Village Enterprises also argues it was prejudiced by the late amendment because it was prevented from introducing available evidence which would have defeated plaintiff's claim. The defendant states such evidence was not produced because it was irrelevant until the amendment was allowed. Then there was no opportunity to use it.
The trouble with this argument is that Village Enterprises did not ask permission to reopen in order to introduce what is now claimed to be vital evidence, although it had ample opportunity to do so. The evidence was concluded May 25, 1971. The amendment to conform to the proof was filed June 11, 1971. Resistance to this amendment was filed June 15, 1971, and the court's findings, conclusions and judgment were entered on June 23, 1971.
Rule 88 allows the court to impose conditions upon the filing of an amendment after issue has been joined.

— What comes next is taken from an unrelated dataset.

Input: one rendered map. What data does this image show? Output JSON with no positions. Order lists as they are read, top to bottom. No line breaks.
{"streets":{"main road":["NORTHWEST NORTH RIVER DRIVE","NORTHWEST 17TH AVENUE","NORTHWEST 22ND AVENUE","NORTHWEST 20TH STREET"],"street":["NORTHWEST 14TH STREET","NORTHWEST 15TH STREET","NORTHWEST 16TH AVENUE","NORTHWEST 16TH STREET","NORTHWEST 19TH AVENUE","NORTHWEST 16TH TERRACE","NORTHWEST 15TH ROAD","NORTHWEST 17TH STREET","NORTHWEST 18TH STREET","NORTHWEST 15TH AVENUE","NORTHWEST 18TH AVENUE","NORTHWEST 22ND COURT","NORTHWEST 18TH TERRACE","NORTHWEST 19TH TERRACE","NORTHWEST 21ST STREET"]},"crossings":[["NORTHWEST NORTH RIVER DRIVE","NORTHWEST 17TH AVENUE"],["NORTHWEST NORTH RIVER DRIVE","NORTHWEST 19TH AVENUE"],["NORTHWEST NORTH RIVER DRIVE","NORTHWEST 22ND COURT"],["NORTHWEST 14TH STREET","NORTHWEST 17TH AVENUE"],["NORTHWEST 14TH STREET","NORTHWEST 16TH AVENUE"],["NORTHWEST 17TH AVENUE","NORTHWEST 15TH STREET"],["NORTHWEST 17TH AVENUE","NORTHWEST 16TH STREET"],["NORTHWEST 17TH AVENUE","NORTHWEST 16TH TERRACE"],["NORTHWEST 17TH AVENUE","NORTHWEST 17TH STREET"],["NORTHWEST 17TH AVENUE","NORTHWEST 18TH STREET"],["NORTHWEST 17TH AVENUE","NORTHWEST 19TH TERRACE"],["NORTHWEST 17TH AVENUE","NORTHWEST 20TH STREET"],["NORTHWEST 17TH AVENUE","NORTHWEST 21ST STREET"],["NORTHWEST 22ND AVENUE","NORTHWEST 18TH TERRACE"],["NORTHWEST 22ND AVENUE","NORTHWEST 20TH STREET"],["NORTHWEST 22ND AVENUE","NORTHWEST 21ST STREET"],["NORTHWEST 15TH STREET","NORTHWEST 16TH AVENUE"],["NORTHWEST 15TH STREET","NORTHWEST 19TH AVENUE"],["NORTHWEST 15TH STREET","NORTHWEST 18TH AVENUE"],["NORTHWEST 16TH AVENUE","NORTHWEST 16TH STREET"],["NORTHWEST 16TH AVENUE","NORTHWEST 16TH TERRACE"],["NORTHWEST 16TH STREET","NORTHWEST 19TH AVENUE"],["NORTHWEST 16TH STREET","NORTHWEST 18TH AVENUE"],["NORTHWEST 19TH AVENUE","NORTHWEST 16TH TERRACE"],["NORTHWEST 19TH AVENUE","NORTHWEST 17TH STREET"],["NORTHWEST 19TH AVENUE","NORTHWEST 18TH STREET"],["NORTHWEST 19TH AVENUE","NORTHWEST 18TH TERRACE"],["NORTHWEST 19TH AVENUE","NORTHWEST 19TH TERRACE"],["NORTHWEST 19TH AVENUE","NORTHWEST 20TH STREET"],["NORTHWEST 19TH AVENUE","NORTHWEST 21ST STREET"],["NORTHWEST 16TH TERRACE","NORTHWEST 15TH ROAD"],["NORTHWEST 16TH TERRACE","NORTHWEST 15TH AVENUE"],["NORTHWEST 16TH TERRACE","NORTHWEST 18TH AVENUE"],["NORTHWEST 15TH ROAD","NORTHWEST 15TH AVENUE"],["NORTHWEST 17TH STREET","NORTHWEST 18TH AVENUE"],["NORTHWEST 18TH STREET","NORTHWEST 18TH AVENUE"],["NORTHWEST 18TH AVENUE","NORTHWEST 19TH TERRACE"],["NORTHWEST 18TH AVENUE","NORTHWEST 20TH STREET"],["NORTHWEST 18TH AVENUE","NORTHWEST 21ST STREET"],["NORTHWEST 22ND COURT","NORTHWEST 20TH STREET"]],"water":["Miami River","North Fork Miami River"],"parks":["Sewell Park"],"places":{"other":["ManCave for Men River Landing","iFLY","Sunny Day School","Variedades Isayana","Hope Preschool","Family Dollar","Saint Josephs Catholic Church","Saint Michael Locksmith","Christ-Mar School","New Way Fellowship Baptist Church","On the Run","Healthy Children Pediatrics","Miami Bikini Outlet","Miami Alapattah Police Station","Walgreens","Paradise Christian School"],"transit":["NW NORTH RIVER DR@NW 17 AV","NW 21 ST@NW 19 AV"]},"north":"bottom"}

Certainly the trial court, if requested, could have given Village Enterprises the right to reopen as a condition to allowing the amendment. Conceivably failure to do so would have been an abuse of discretion if prejudice resulted. In the absence of such a request, we hold the claim of prejudice is without merit.
Allowing plaintiffs to amend by adding Count IV to their petition was not an abuse of discretion under the circumstances here.
II. We turn now to a consideration of the second complaint, which assets plaintiffs are not entitled to an equitable lien on the property in question.
Although equitable liens are generally recognized, the doctrine is one of obscure definition. It has been said it is "difficult to give an accurate and comprehensive definition of the term equitable lien and, * * * it frequently has been stated such a lien is a right not recognized at law, to have a fund or specific property, or its proceeds, applied in whole or in part to the payment of a particular debt or class of debts." 51 Am.Jur.2d, Liens, Section 22, page 160 (1970). See also Black's Law Dictionary 633 (Rev. 4th Ed.1968) and 53 C.J.S. Liens § 4, page 836 (1948).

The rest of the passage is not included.